Data supplied:
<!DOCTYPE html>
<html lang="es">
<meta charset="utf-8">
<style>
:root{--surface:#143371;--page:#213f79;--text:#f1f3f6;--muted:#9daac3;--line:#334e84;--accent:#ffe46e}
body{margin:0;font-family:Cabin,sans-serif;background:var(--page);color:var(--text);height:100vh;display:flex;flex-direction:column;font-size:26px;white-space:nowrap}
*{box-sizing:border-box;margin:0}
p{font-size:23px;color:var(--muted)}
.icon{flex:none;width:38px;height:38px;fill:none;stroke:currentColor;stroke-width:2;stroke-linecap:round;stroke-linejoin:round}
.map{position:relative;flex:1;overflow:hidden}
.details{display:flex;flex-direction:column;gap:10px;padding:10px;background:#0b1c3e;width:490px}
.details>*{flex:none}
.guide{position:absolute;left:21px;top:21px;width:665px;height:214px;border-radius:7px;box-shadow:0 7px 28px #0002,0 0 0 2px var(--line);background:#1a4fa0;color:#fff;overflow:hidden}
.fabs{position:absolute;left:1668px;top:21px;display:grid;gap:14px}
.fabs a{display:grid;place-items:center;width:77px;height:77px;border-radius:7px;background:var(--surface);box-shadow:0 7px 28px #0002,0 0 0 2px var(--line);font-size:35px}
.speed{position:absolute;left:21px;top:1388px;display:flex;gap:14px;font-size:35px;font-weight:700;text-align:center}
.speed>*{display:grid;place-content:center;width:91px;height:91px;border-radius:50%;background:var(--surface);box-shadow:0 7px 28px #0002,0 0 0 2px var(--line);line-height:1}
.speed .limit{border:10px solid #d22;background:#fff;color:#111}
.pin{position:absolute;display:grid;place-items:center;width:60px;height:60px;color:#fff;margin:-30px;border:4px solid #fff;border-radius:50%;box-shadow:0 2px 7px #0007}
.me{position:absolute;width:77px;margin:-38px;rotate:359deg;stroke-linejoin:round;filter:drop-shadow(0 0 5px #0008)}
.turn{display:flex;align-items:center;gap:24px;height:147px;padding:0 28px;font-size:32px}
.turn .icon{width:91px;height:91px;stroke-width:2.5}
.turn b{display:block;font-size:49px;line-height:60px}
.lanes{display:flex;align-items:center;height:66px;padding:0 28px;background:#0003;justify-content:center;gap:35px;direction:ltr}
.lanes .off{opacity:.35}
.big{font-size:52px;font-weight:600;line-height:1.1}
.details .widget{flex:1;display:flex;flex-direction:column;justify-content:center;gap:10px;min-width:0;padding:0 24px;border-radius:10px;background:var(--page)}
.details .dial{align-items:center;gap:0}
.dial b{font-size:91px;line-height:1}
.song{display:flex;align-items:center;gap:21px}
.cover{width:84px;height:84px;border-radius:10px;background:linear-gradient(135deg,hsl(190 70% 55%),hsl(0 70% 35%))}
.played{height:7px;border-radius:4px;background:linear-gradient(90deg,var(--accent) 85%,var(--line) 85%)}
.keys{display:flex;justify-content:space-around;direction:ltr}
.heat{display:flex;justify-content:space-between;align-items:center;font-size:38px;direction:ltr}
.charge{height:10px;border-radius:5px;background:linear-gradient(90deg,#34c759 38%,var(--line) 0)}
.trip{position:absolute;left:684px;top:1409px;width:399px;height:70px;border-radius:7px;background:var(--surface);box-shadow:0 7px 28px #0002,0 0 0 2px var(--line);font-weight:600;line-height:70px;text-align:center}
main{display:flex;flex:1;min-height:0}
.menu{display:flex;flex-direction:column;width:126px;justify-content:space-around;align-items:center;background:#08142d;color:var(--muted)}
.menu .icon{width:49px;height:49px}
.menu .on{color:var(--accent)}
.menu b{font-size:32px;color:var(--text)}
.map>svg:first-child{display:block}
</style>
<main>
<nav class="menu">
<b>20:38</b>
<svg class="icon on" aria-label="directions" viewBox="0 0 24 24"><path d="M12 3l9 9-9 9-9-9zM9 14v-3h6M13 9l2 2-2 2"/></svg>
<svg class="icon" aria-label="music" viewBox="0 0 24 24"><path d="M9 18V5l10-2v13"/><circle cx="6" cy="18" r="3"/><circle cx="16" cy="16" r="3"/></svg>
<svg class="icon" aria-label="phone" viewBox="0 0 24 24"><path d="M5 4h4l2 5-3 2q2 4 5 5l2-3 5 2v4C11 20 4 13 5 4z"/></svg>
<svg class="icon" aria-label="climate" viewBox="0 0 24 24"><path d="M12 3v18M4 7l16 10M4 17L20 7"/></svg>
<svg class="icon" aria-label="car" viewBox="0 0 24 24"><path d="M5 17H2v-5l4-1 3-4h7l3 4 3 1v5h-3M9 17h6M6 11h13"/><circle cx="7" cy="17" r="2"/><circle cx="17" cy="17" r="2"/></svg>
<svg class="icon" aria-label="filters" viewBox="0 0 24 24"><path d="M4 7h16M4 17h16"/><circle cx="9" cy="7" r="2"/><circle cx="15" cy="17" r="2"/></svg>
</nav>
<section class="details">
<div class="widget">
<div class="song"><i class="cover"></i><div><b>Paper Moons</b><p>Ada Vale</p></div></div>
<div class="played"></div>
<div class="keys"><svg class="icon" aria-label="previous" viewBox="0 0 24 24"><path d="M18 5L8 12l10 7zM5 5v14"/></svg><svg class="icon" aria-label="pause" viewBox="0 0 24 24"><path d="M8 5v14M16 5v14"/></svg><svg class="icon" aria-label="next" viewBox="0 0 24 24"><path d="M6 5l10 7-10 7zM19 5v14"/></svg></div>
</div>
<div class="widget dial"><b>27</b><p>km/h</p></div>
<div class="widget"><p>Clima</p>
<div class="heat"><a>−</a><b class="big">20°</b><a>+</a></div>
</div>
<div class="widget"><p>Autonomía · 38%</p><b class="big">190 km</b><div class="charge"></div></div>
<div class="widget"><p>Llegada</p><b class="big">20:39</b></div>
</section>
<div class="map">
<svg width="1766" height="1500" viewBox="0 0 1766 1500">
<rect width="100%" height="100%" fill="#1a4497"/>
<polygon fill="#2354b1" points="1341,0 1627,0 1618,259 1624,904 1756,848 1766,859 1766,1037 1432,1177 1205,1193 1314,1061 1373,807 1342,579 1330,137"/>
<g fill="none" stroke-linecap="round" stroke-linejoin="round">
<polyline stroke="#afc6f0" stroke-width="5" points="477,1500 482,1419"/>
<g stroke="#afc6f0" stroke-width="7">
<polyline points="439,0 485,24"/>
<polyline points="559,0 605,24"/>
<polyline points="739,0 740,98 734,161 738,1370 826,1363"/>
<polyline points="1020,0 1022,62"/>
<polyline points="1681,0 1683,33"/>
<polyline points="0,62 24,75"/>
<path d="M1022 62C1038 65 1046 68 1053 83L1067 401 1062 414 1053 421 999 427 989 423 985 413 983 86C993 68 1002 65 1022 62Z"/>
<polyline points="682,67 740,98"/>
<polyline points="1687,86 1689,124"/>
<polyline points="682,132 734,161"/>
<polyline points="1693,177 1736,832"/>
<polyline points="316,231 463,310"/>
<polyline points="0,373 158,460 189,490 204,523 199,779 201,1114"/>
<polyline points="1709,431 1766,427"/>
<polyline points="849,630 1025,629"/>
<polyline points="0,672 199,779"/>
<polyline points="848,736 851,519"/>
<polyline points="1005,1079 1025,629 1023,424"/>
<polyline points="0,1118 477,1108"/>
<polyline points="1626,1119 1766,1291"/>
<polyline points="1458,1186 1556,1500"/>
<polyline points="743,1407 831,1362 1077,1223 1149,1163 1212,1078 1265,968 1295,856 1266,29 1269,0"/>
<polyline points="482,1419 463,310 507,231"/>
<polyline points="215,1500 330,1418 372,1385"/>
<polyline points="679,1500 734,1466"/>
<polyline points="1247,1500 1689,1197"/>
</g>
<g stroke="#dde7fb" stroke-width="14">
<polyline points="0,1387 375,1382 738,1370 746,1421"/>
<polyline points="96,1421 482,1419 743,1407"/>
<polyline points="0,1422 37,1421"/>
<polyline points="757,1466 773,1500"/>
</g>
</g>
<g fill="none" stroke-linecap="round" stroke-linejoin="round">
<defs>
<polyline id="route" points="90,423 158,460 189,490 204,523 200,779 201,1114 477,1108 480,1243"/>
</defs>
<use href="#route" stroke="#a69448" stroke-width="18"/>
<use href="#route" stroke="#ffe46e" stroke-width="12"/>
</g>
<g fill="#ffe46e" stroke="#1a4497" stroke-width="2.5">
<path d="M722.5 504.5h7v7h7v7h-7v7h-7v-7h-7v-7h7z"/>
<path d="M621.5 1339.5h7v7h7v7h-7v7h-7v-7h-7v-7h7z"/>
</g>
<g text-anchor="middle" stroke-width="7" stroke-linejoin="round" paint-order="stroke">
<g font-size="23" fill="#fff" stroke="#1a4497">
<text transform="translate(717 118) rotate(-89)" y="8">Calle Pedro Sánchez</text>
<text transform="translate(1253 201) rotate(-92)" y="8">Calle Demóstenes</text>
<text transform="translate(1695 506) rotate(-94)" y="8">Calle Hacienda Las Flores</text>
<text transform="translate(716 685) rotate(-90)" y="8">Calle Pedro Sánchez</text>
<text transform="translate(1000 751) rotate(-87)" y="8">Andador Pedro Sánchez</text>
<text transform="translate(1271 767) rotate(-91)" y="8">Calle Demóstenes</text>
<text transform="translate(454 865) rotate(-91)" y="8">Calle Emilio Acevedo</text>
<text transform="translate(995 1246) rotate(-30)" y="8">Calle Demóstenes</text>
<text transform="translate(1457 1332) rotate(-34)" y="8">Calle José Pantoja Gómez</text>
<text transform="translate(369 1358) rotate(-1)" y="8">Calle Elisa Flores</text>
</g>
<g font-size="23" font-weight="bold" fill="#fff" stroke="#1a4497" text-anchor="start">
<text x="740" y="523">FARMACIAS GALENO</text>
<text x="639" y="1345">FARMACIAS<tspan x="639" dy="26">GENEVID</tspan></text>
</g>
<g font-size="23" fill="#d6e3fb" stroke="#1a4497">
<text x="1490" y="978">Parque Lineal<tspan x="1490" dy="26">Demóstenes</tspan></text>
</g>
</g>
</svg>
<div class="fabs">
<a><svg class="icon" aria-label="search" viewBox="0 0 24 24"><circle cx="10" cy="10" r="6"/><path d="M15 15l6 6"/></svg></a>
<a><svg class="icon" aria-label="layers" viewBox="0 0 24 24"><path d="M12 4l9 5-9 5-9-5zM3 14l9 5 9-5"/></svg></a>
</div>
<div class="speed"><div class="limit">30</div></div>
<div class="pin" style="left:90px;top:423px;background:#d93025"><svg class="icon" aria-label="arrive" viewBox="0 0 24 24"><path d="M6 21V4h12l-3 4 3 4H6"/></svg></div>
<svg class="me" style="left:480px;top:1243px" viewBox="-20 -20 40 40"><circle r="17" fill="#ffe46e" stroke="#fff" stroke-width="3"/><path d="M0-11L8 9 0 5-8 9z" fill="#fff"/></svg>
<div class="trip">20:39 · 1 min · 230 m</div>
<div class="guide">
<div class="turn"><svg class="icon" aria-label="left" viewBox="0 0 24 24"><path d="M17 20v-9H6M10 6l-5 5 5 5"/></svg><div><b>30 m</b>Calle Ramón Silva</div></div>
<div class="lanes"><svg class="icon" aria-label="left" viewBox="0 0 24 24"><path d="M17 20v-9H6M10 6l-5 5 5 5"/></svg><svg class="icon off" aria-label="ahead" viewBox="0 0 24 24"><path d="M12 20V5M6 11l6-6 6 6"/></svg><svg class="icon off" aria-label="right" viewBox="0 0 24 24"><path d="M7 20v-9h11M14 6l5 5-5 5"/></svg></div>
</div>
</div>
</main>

Problem description:
Read through the entries and count the lines where "place" appears; respond with the number only.

Response area:
3